The Idea of You (Showalter, 2024)

Warning: This review contains plot spoilers. Those who want to avoid in-depth plot points prior to viewing should save this review and read it only after viewing.

Somewhere during the first forty-five minutes of The Idea of You, I started composing an apology review, acknowledging all the cynical assumptions I had going in based on the trailer. Sure this was a gender-reversed Notting Hill knock-off, but the age difference between the characters added a layer of complexity, and Anne Hathaway imbued the whole thing with enough comedic charm to make me forgive the RomCom tropes.

She plays Solène, a just-turned 40 divorced mom who catches the idea of one of the lead singers in her daughter’s favorite boy band. Nicholas Galitzine plays Hayes, the celebrity who is infatuated by that one special person who doesn’t appear to care about his fame (and looks like Anne Hathaway).

I have long maintained that the key fantasy this genre is selling is not that the A-list avatars could fall for average Joes and Josephines (that look like Anne Hathaway or Hugh Grant or Owen Wilson) but that the rich and famous are just as lonely and insecure as everyone else. Turns out that’s not a super hard sell. The insecurity around the flirting stage is perhaps universal, and there are enough celebrity gossip chronicles to remind us that relationships don’t work for them at any greater clip than they do for anyone else. Galatzine and Hathaway give off the appearance of genuine on-screen chemistry, so the parts of the film that land are when the characters take emotional risks, navigating the first stage of attraction in the painfully obvious and obviously painful way. It’s a slightly lighter version of the sublime first act of A Star is Born.

Finally Solène decides to just go for it. The couple has a sexy New York hotel weekend and everything goes so swimmingly that they decide they can’t possibly be together. I jest…sort of. But not really.

Roger Ebert once summed up this genre by saying the classic writing problem was not how to bring the lovers together but how to keep them apart for the duration of the movie. This is a problem that the script doesn’t give much consideration to, so the back half falls into sitcom conventions — paparazzi photos leaked at the wrong moment. Impossible secrets coming to light at just the wrong time. Pedestrian fights that trigger “it’ll never work” pronouncements about a relationship that has supposedly handled worse. The worst thing about The Idea of You is not that Solène and Hayes sometimes act like idiots; it’s that their relationship never appears to manifest the work they put into it during the previous scene. It lives in a world where everything can be undone by a catty remark or a random bystander.

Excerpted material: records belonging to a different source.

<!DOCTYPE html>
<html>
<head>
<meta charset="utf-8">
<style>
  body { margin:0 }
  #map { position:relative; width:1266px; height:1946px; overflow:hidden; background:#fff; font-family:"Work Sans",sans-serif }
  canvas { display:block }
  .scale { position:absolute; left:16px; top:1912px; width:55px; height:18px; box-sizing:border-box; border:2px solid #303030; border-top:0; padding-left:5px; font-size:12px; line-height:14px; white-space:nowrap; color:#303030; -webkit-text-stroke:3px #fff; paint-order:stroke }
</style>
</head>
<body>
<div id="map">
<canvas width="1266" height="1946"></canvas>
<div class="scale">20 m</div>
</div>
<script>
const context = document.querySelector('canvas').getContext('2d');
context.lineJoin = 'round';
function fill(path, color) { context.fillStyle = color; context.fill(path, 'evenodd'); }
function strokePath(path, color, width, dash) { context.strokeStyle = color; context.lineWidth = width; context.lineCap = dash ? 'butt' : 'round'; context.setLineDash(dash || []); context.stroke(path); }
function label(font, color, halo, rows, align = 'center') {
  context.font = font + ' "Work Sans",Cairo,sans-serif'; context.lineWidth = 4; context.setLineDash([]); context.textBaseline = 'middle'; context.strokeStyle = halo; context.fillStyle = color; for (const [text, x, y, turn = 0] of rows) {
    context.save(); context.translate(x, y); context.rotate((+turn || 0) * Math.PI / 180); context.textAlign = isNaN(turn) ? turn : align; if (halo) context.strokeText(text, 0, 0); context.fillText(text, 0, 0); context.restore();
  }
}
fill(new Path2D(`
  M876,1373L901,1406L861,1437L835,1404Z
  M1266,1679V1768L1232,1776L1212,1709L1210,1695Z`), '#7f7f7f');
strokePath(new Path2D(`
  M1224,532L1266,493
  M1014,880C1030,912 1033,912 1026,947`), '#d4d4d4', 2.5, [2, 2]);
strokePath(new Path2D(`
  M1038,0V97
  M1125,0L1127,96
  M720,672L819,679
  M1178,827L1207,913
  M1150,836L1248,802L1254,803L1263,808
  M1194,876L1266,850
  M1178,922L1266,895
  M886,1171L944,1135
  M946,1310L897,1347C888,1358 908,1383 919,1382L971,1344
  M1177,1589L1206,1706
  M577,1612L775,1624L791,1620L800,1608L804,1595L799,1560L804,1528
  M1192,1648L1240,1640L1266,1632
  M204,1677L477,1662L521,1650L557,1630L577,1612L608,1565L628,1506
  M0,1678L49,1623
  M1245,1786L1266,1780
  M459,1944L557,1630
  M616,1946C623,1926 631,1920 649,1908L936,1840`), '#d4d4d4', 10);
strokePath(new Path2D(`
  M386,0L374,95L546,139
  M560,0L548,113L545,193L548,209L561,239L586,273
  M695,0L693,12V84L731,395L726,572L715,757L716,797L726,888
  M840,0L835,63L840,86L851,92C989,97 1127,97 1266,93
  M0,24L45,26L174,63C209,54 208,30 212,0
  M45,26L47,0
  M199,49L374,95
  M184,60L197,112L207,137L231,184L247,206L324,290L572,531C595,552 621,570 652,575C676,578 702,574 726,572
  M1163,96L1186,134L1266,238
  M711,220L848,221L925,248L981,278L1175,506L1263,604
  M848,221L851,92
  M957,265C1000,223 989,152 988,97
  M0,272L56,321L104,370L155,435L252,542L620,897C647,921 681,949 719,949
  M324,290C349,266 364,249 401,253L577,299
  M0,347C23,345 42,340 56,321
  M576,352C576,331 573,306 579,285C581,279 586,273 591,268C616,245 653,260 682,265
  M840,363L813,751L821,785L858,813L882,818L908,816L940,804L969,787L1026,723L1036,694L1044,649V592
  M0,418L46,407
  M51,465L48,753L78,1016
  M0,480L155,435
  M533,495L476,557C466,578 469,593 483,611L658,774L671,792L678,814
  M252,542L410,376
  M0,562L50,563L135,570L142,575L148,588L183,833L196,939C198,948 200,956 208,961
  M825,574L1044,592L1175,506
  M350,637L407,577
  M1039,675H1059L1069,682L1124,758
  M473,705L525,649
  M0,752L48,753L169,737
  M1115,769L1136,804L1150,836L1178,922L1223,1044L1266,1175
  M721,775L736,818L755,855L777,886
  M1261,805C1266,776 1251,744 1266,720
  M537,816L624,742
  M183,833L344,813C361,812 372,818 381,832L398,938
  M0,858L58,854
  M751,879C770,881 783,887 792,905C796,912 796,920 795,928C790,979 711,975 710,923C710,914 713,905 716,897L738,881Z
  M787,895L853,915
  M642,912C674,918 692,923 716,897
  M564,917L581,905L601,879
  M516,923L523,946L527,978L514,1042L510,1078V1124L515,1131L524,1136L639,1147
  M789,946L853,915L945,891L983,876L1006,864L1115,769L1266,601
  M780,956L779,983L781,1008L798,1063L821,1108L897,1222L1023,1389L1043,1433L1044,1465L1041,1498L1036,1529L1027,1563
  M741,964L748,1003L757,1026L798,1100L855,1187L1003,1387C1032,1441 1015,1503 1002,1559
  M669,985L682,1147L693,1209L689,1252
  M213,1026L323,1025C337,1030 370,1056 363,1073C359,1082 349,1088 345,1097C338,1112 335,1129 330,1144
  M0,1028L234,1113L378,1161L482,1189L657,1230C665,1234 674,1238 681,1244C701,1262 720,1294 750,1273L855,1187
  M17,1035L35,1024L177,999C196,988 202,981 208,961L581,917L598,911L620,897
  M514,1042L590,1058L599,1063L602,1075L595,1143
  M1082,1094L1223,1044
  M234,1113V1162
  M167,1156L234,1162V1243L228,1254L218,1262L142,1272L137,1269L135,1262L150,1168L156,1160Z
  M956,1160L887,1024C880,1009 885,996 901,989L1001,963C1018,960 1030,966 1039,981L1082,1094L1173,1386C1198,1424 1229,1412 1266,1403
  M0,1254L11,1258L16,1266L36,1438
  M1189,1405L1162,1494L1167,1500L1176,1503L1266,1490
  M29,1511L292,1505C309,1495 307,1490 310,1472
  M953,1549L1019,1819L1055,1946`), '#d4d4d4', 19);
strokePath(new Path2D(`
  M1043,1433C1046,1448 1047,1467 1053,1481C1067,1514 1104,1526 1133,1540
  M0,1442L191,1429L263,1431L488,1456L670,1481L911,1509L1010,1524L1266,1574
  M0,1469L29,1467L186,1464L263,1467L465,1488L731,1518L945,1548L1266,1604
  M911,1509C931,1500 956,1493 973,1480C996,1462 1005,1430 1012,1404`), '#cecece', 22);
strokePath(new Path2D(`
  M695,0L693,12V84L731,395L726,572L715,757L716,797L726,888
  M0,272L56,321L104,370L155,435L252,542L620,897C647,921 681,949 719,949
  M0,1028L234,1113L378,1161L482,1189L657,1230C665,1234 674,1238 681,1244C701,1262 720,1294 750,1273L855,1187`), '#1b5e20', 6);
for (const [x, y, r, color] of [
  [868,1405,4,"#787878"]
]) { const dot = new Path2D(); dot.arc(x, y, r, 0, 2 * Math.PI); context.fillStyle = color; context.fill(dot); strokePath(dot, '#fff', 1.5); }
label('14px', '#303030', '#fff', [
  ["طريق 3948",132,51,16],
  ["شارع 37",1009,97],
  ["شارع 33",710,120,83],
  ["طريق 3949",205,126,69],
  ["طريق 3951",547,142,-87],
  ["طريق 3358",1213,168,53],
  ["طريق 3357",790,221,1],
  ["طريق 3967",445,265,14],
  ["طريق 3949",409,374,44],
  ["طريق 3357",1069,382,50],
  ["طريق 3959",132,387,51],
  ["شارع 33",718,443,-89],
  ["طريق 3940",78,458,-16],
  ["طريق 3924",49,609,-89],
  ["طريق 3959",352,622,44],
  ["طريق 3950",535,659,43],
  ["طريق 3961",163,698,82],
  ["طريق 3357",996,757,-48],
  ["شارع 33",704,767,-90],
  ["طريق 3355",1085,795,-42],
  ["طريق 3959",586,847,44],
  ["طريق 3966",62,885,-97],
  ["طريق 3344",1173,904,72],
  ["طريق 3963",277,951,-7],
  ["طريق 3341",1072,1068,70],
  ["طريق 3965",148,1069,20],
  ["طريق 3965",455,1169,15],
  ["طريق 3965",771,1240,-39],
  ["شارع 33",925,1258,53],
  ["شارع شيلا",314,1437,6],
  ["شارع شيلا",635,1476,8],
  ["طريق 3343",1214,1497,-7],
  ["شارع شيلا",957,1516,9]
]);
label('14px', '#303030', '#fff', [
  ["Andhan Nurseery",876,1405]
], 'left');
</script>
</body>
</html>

It’s not just Solène’s relationship with Hayes that is all over the place. Her daughter is used (somewhat irritatingly, in my opinion) as a plot device who means the world to Solène except when it is convenient to have her disappear for large swaths of the movie and who loves and supports her mom…except when the movie needs some reason for mom and boyfriend to break up. Argue that teens are fickle, and I’ll agree with you. But shouldn’t a mom and daughter this close have some capability of distinguishing between a bad day and a toxic relationship?

Many years ago Lifetime ran a Project Runway adjacent reality series about the models. One of them, Kojii, won a forever fan in me by eschewing the “I am doing this for my family” rhetoric, in favor of an honest and sensible assertion that she couldn’t credibly tell her daughter to follow her dreams if she never pursued her own. I so, so wanted Kojii to show up at one of Hayes’s concert and beat some sense into the Mom Who Must Sacrifice Any Chance of Happiness for The Good of Her Kid Who Doesn’t Know Any Better. Absent that, maybe Amazon Prime could hire Barbara Kopple or someone to do a “ten years later” documentary about her.

Renewed Spoiler Warnings!

Speaking of ten (or five) years later…Solène and Hayes solve everything in the least convincing way possible, by pulling a Céline and Jesse! Meet you back here in five years to see if you are still interested. It’s not that people couldn’t hold a torch that long that irritates the heck out of me…some clearly do. It’s that the film pretends that this would solve all the couple’s problems when actually it solves none and makes a few more. Will they now trust each other when they couldn’t before? Would the daughter, now in college, suddenly be okay with mom being gossip rag fodder? Or, having grown up with the regular experience of mom giving up her dreams to save her some high-school teasing, would she wonder why she is picking at that scab? Is there any possible best version of the story where the daughter, in finding out what mom did, isn’t plagued by guilt and remorse for an idle comment she made six years ago? Having broken up and gotten back together at least three times, will the couple magically have the maturity to deal with external pressures simply because they are five years older? And if they are, doesn’t this mean on some level that she *was* too old for him? Or was it she that had to grow up, emotionally, rather than physically?

Since I invoked Before Sunrise, why do I have this nagging feeling that Hathaway and Galatzine could have ad-libbed a better second half of the movie? It seemed like they had a fairly solid grasp on their respective characters, and they exerted enough effort to make us care about them. Would I rather have seen these two characters talk honestly to one another about what they were feeling instead of lamenting that their feelings were impossible for some artificial reason? Absolutely.